» **What needs to be done**
Among the lines below, which ones contain the word "street"? Copy every such line.

» **Data to examine**
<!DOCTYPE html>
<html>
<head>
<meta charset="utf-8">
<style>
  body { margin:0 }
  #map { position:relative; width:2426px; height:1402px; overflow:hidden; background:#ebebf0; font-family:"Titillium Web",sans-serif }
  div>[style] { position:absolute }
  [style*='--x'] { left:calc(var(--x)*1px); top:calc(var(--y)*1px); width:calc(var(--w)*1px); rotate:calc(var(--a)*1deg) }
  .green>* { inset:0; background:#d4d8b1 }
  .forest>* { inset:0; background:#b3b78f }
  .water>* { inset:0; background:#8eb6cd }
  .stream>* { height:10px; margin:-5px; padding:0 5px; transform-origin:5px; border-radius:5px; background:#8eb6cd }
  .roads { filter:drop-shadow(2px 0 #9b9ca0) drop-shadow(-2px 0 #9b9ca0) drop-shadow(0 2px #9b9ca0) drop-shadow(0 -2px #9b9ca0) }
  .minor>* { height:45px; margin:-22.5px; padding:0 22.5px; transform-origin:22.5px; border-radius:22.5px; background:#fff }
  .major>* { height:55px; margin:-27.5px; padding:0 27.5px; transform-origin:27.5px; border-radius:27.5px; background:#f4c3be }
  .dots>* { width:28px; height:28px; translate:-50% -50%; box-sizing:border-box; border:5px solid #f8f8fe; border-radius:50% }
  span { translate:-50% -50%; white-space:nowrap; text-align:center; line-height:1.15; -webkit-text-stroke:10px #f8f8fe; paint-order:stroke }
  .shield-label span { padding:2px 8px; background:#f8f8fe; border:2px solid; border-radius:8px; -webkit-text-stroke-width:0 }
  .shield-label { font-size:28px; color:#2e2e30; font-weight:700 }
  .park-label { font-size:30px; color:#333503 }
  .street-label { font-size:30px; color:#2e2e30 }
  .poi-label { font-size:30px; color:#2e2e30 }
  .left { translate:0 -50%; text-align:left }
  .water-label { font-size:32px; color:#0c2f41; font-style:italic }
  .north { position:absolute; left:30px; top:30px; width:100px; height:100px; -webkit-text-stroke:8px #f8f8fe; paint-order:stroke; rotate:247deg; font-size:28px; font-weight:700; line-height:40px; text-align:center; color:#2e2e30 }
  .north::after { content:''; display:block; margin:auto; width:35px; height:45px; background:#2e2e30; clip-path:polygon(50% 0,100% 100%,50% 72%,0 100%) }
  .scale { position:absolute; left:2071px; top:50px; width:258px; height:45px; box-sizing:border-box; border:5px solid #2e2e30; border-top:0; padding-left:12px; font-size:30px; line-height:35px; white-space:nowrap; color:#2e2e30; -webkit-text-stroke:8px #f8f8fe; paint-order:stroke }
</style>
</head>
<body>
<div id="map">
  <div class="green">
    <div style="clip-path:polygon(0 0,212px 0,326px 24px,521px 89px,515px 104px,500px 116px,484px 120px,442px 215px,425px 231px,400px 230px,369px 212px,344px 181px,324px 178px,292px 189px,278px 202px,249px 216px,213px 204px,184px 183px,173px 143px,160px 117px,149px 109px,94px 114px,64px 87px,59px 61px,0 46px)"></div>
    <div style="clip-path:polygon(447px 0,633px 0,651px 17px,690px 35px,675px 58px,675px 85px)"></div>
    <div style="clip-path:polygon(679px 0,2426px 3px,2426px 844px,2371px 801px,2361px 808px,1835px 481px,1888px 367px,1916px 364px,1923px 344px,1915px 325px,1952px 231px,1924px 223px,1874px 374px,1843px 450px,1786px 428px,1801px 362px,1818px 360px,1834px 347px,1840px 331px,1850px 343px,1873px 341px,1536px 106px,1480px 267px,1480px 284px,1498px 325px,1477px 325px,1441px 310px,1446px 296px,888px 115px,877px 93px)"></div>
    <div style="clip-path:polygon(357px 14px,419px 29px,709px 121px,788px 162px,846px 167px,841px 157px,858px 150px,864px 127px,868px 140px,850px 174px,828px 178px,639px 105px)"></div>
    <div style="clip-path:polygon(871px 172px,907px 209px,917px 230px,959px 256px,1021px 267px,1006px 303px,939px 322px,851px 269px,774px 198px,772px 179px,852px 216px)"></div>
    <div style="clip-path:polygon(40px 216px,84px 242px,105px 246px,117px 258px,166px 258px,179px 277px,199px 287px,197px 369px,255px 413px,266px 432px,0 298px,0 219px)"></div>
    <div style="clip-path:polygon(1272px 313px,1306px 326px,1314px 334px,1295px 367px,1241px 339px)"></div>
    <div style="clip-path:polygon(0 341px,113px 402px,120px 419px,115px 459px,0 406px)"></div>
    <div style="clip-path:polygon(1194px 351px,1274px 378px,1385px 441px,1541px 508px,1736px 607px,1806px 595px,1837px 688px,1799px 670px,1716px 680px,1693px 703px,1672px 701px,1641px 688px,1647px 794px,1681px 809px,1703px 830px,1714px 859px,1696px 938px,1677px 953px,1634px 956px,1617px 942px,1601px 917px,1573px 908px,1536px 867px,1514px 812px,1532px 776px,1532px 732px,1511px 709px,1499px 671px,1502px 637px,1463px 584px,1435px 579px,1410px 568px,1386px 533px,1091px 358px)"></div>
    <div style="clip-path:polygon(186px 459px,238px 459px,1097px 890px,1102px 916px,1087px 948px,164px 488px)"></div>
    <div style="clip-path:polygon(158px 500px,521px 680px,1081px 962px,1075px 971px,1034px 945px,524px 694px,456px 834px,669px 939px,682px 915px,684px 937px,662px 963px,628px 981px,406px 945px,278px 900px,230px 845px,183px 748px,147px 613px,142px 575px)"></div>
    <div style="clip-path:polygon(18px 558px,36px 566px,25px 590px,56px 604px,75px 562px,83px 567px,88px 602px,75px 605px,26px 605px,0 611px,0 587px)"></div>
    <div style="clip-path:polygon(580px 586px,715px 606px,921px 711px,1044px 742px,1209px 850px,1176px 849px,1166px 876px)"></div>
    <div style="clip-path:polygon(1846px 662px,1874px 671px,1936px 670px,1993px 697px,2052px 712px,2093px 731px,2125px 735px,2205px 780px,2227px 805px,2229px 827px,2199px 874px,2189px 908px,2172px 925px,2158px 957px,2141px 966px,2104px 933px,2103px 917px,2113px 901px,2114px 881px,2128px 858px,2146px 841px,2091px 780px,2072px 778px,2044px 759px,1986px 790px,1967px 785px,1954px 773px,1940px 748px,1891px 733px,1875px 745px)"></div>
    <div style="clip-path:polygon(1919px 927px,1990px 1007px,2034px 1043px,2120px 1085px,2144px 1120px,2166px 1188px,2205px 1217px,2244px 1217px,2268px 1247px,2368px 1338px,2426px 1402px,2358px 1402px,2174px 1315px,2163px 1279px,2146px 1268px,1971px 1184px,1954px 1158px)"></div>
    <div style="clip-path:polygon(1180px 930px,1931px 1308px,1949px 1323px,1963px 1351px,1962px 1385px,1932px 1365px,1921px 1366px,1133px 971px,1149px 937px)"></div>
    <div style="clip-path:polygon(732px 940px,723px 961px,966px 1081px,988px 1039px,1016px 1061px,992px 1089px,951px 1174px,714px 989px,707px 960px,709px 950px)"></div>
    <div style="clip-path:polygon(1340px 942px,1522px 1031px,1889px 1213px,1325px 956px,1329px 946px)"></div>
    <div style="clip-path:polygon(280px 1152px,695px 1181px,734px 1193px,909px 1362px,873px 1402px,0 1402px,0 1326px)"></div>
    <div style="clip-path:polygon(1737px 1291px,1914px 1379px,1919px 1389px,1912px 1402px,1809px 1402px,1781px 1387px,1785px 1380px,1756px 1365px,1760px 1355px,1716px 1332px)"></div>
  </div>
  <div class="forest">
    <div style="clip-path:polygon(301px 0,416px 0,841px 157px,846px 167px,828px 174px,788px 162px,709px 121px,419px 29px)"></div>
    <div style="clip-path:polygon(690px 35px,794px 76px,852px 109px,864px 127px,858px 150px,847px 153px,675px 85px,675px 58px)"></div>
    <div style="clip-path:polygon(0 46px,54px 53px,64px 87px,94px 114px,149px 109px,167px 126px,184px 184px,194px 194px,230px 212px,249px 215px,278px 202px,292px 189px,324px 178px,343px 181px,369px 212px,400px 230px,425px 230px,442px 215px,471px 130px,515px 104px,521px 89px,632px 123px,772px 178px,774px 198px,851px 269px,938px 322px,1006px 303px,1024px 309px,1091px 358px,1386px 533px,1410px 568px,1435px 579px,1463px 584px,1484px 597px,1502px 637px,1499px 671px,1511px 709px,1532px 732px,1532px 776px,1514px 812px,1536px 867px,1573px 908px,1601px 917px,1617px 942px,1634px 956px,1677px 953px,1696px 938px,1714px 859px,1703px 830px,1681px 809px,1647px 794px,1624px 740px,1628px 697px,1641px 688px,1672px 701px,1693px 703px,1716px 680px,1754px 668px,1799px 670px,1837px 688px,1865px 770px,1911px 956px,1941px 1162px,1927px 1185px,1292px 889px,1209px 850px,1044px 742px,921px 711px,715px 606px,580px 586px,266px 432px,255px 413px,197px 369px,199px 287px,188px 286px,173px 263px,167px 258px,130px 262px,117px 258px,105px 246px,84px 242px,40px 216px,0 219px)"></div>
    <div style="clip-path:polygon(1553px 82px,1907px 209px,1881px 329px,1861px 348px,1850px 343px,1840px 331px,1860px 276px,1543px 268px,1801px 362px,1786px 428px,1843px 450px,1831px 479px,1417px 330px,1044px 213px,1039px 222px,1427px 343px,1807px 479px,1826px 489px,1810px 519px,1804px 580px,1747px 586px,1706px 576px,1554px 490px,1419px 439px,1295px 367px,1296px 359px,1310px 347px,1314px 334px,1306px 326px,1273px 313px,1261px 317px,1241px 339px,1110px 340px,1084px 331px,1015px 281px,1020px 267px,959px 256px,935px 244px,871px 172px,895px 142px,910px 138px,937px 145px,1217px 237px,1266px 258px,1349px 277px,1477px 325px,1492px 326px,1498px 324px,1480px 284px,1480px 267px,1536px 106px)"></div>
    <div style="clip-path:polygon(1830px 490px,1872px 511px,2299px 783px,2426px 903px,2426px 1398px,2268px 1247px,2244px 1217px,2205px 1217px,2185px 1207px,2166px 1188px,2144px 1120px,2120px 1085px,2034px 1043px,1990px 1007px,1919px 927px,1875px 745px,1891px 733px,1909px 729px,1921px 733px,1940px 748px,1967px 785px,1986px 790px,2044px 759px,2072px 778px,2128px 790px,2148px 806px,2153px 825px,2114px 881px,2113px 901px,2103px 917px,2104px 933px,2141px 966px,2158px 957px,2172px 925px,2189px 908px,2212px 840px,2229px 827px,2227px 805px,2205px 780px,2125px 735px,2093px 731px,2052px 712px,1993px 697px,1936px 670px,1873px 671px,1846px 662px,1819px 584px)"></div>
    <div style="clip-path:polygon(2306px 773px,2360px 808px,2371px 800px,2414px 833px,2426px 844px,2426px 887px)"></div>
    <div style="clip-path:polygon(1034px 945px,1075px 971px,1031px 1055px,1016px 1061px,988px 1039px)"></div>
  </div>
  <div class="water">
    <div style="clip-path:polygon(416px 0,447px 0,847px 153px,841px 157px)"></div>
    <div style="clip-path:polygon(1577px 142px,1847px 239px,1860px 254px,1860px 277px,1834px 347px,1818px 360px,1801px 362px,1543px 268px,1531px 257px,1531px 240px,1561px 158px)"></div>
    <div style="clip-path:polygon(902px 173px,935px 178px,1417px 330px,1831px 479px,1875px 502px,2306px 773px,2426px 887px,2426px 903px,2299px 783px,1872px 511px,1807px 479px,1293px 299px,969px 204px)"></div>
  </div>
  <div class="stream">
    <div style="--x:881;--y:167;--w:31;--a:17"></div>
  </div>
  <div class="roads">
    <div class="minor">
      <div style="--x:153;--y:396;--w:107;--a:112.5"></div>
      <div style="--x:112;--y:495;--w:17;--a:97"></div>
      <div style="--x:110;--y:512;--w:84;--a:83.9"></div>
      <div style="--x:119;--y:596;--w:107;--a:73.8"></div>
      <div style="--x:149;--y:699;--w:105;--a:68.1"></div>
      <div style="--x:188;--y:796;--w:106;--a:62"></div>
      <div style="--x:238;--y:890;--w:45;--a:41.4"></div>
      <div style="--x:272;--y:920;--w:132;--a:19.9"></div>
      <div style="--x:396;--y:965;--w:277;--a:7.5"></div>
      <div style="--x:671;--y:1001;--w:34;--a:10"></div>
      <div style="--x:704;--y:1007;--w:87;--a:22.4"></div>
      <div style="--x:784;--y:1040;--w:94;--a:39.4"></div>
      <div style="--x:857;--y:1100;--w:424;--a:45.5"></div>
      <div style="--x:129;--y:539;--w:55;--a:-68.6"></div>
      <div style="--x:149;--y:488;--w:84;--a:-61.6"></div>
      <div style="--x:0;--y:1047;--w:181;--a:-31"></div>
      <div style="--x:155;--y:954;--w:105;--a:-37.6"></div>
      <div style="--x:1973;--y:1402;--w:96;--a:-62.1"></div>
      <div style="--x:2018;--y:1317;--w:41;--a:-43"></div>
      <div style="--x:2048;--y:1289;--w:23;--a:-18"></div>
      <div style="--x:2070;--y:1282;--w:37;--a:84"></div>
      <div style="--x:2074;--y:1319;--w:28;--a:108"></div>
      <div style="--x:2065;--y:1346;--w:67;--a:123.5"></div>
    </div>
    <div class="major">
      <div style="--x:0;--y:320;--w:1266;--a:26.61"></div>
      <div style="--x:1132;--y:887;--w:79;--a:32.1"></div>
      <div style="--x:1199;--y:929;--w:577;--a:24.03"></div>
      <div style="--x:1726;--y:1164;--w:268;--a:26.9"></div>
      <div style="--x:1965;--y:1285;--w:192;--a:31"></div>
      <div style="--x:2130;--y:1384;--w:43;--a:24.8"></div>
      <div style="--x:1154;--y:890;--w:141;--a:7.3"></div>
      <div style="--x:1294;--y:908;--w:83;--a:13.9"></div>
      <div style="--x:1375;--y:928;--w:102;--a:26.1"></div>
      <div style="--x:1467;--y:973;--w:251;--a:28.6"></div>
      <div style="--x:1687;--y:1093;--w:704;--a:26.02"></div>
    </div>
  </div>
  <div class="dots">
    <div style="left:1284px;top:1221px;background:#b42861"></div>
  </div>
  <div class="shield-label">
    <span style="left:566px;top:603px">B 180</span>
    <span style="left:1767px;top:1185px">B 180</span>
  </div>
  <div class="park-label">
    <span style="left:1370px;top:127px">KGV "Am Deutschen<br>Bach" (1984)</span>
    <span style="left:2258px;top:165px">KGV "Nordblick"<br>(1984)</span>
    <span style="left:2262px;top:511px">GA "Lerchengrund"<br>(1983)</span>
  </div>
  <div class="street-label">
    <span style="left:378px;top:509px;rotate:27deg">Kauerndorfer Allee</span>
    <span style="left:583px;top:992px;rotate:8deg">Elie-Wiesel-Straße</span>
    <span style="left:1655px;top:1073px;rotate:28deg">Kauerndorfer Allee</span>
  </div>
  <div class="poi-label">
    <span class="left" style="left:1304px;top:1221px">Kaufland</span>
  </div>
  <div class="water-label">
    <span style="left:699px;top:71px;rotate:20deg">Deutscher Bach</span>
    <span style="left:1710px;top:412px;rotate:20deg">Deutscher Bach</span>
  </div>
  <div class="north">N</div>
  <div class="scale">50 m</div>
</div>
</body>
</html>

» **Output**
  .street-label { font-size:30px; color:#2e2e30 }
  <div class="street-label">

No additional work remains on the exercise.